A maioria dos 11 imóveis está ocupada por servidores ligados ao ex-diretor-geral Agaciel Maia

Rosa Costa, da Agência Estado

30 de junho de 2011 | 13h50

BRASÍLIA - O primeiro-secretário do Senado, Cícero Lucena (PSDB-PB), "devolveu" à União 13 apartamentos, todos em áreas nobres da capital, ocupados por servidores e aposentados da Casa. Entre os inquilinos também está um sem vínculos com a instituição. Alvo de um processo de despejo há dois anos, esse morador ocupa o imóvel funcional desde 1985, segundo se sabe, graças a um senador da época que pediu a moradia para um amigo que estava doente. Caberá à União adotar os procedimentos para desocupar os apartamentos.

Dois imóveis estão desocupados. Um deles tinha como morador o filho do ex-diretor de Recursos Humanos do Senado João Carlos Zoghbi, que obteve o benefício como se fosse para ele próprio, embora residisse em casa própria, no Lago Sul de Brasília, onde moram os presidentes da Câmara e do Senado, deputados Marcos Maia (PT-RS) e senador José Sarney (PMDB-AP) e outros nomes de prestígio na política de órgãos públicos e da iniciativa privada. A desocupação do outro apartamento se deve ao estado deteriorado em que foi deixado pelo último morador.

A maioria dos 11 apartamentos está ocupada por servidores ligados ao ex-diretor-geral Agaciel Maia, que comandou a administração da Casa durante 15 anos. É o caso de sua ex-secretária, Cristiana Mendonça, que mora desde 2004 a menos de cinco quilômetros do Senado, numa residência de três quartos cujo aluguel ficaria em torno de R$ 3 mil.

Os "inquilinos" do Senado se limitam a pagar uma taxa de administração em torno de R$ 300. O primeiro-secretário afirma que não tem motivo manter o privilégio de uns poucos servidores, em troca da obrigatoriedade de administrar os imóveis.

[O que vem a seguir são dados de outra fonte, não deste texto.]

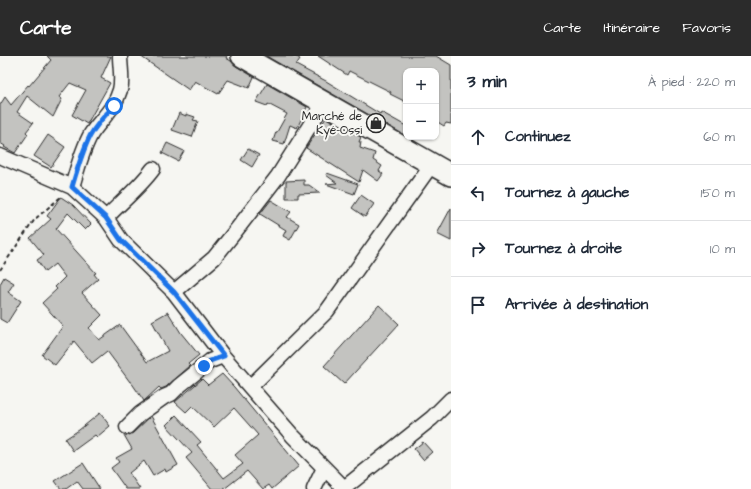 <!DOCTYPE html>
<html lang="fr">
<head>
<meta charset="utf-8">
<style>
	:root { --surface:#fff; --page:#f6f6f7; --text:#1f2937; --muted:#747a83; --line:#e0e1e3; --accent:#2b2b2b }
	body { margin:0; font-family:"Architects Daughter",sans-serif; background:var(--page); color:var(--text) }
	.controls { position:absolute; right:12px; top:12px; display:grid; overflow:hidden; border-radius:8px; box-shadow:0 1px 3px #0004 }
	.controls button { width:36px; height:36px; display:grid; place-items:center; padding:0; border:0; border-bottom:1px solid var(--line); background:var(--surface); color:var(--text); font:20px sans-serif }
	.stop { position:absolute; width:12px; height:12px; margin:-9px; border:3px solid #1a73e8; border-radius:50%; background:#fff }
	.stop.end { background:#1a73e8; border-color:#fff; box-shadow:0 1px 4px #0008 }
	.list { margin:0; padding:0; list-style:none }
	h2 { display:flex; justify-content:space-between; align-items:center; height:52px; margin:0; padding:0 16px; font-size:17px }
	h2 small { font-size:13px; font-weight:400; color:var(--muted) }
	.list li { display:grid; grid-template-columns:26px 1fr auto; gap:12px; align-items:center; box-sizing:border-box; height:56px; padding:0 16px; border-top:1px solid var(--line) }
	.list b { display:block; font-size:15px; white-space:nowrap }
	.list em { font-size:13px; font-style:normal; color:var(--muted) }
	.icon { flex:none; width:22px; height:22px; fill:none; stroke:currentColor; stroke-width:2; stroke-linecap:round; stroke-linejoin:round }
	.map { position:relative; flex:none; width:451px; height:433px; overflow:hidden }
	header { display:flex; align-items:center; gap:24px; box-sizing:border-box; height:56px; padding:0 20px; background:var(--accent); color:#fff }
	header strong { font-size:19px }
	nav { display:flex; gap:22px; margin-inline-start:auto; font-size:14px }
	main { display:flex }
	aside { flex:1; background:var(--surface) }
	.map>svg:first-child { display:block }
	.building { fill:#c3c3c0; stroke:#2b2b2b }
	.lines { fill:none; stroke-linecap:round; stroke-linejoin:round }
	.minor-casing { stroke:#2b2b2b; stroke-width:17 }
	.highway-casing { stroke:#2b2b2b; stroke-width:24 }
	.path { stroke:#2b2b2b; stroke-width:2; stroke-dasharray:4 3; stroke-linecap:butt }
	.minor { stroke:#f6f6f2; stroke-width:14 }
	.highway { stroke:#f6f6f2; stroke-width:21 }
	.route { stroke:#1a73e8; stroke-width:5 }
	.labels { text-anchor:middle; stroke-width:4; stroke-linejoin:round; paint-order:stroke }
	.poi-label { font-size:12px; fill:#2b2b2b; stroke:#f6f6f2; text-anchor:end }
</style>
</head>
<body>
<header>
<strong>Carte</strong>
<nav><a>Carte</a><a>Itinéraire</a><a>Favoris</a></nav>
</header>
<main>
<div class="map">
<svg width="451" height="433" viewBox="0 0 451 433">
	<rect width="100%" height="100%" fill="#f6f6f2"/>
	<filter id="ink" filterUnits="userSpaceOnUse"><feTurbulence type="fractalNoise" baseFrequency=".025" numOctaves="2"/><feDisplacementMap in="SourceGraphic" scale="8" xChannelSelector="R" yChannelSelector="G"/><feConvolveMatrix kernelMatrix="1 2 1 2 8 2 1 2 1" color-interpolation-filters="sRGB"/></filter>
	<g filter="url(#ink)">
		<!-- building -->
		<path class="building" d="M47,0h64l-10,22 9,5 -23,41 -15,-9 14,-25 -16,-7 -11,14 3,2 -9,18 -26,-21 -10,16 16,11 -7,9 2,2 -13,19 -11,-6 1,-1 -5,-3v-38l5,-8 6,8 17,-20 1,1 22,-26z
			M140,0h87l-1,2 5,3 5,5 18,11 -5,11 -21,-8 -10,14 -23,-13 -6,9z
			M266,0h29l5,3 -4,6 30,16 54,33 1,-2 25,14v10z
			M318,0h118l15,9v59l-5,-1 -2,3 -8,-5v-50h-30v31l-16,-8 1,-2 -42,-21 -2,4z
			M267,28l40,23 -10,21 -7,-3 -6,19 -11,-3 3,-9h1l10,-18 -19,-10 -1,2 -11,-4z
			M179,57l7,3v-2l9,3 -2,3 5,1 -6,16 -20,-7z
			M326,62l35,19 -2,5h2l-1,6 15,5 -2,7 9,6 -3,5 4,3 -5,7 -15,-11 -4,12 -53,-34z
			M48,79l17,12 -14,20 -17,-11z
			M167,87l17,8 -6,10 -16,-8z
			M248,93l11,6 -7,12 -11,-7z
			M327,117l31,11 -4,10 -28,-10 11,-1 -11,-8z
			M304,124v5h5l11,8 -22,1v4h-12v-17z
			M361,139l13,9 -9,13 -13,-9z
			M61,141l12,8 18,19 -6,6 -17,-17 -12,16 40,44 -2,1 4,5 -16,14 20,22 -13,13 10,12 21,-15 27,37 21,-11 -16,-30 16,-9 13,21 18,22 -11,9 2,2 -24,21 -5,2 -2,-2 -15,14 -13,-19h-1l-23,-31 -15,12 -18,-22 -19,24 -13,-10 21,-29 -21,-23 15,-14 -2,-2 10,-10 -10,-13 -10,8 -8,-12 7,-5 -14,-17 21,-19 -4,-3z
			M271,144l20,12 -4,5 12,7 -9,16 -7,-4 3,-6 -26,-16z
			M451,152v33l-14,-7z
			M4,221l10,6 -6,9 13,9 -14,22 -7,-4v-35z
			M379,249l20,19 -55,60 -20,-18z
			M222,318l12,13 65,79 -27,23 -3,-4 -6,4 -16,-18 -23,18h-12l-26,-31 6,-5 -26,-28 10,-10 25,27 -4,3 27,33 19,-14 -8,-9 23,-20 -24,-27 -20,19 -22,-21 -6,6 -11,-10 27,-23 6,6z
			M100,357l10,13 -13,11 -2,-2 -22,16 -8,-12 14,-9z
			M151,360l27,49 -12,7 -1,-3 -12,7 -9,-15 -15,12 11,16h-14l-15,-21 8,-6 -3,-4 16,-9 -8,-14h5l4,-2z
			M423,386l9,10 -9,8 -9,-11z
			M83,407l17,26h-17l-6,-8 -11,8h-5l-6,-8z"/>
		<g class="lines">
			<!-- minor casing -->
			<g class="minor-casing">
				<path id="minor" d="M0,100l72,31 34,31 15,22 53,52 49,64 27,31 42,48 53,54
					M72,131c5,-17 10,-37 19,-53 10,-15 24,-26 29,-44 3,-10 0,-23 0,-34
					M106,162c16,-17 34,-31 47,-49
					M174,236l40,-34 20,-25 44,-57 46,-73
					M250,331l77,-76 105,-147
					M127,371l13,-13 24,-17 7,-3 8,-8 31,-25 13,-5
					M314,433l10,-21
					M343,433l89,-71 19,-19"/>
			</g>
			<!-- highway casing -->
			<g class="highway-casing">
				<path id="highway" d="M242,0l209,119"/>
			</g>
			<!-- path -->
			<path class="path" d="M0,214l35,-51 27,-23"/>
			<!-- minor -->
			<use href="#minor" class="minor"/>
			<!-- highway -->
			<use href="#highway" class="highway"/>
		</g>
	</g>
	<g class="lines" filter="url(#ink)">
		<!-- route -->
		<path class="route" d="M114,50c-9,9 -18,19 -24,30 -8,16 -13,34 -18,51l34,31 15,22 53,52 50,64 -14,5 -6,5"/>
	</g>
	<!-- icons -->
	<defs>
		<g id="shop-ring" transform="scale(1)"><circle r="9.5" fill="#f6f6f2" stroke="#2b2b2b" stroke-width="1.5"/><path d="M-5-2.5h2.3a2.7 3.5 0 0 1 5.4 0H5L5.5 6h-11ZM-1.5-2.5h3a1.5 2.3 0 0 0-3 0Z" fill="#2b2b2b"/></g>
	</defs>
	<g fill-rule="evenodd">
		<use href="#shop-ring" x="376" y="67"/>
	</g>
	<g class="labels">
		<!-- poi labels -->
		<g class="poi-label">
			<text x="362" y="64">Marché de<tspan x="362" dy="14">Kyé-Ossi</tspan></text>
		</g>
	</g>
</svg>
<div class="controls">
<button>+</button>
<button>−</button>
</div>
<div class="stop" style="left:114px;top:50px"></div>
<div class="stop end" style="left:204px;top:310px"></div>
</div>
<aside>
<h2>3 min<small>À pied · 220 m</small></h2>
<ul class="list">
<li><svg class="icon" aria-label="ahead" viewBox="0 0 24 24"><path d="M12 20V5M6 11l6-6 6 6"/></svg><div><b>Continuez</b></div><em>60 m</em></li>
<li><svg class="icon" aria-label="left" viewBox="0 0 24 24"><path d="M17 20v-9H6M10 6l-5 5 5 5"/></svg><div><b>Tournez à gauche</b></div><em>150 m</em></li>
<li><svg class="icon" aria-label="right" viewBox="0 0 24 24"><path d="M7 20v-9h11M14 6l5 5-5 5"/></svg><div><b>Tournez à droite</b></div><em>10 m</em></li>
<li><svg class="icon" aria-label="arrive" viewBox="0 0 24 24"><path d="M6 21V4h12l-3 4 3 4H6"/></svg><div><b>Arrivée à destination</b></div></li>
</ul>
</aside>
</main>
</body>
</html>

No ofício que encaminhou à secretária do Patrimônio da União, Paula Lara, o senador relaciona os 13 apartamentos, pedindo que sejam adotados "procedimentos administrativos necessários para que se concretize a restituição dos referidos imóveis à União". Ele informa que o Senado não tem interesse em prosseguir na administração dos imóveis funcionais de propriedade da União". "Pois já não são essenciais ao atendimento dos fins institucionais desta Casa Legislativa", constata o senador.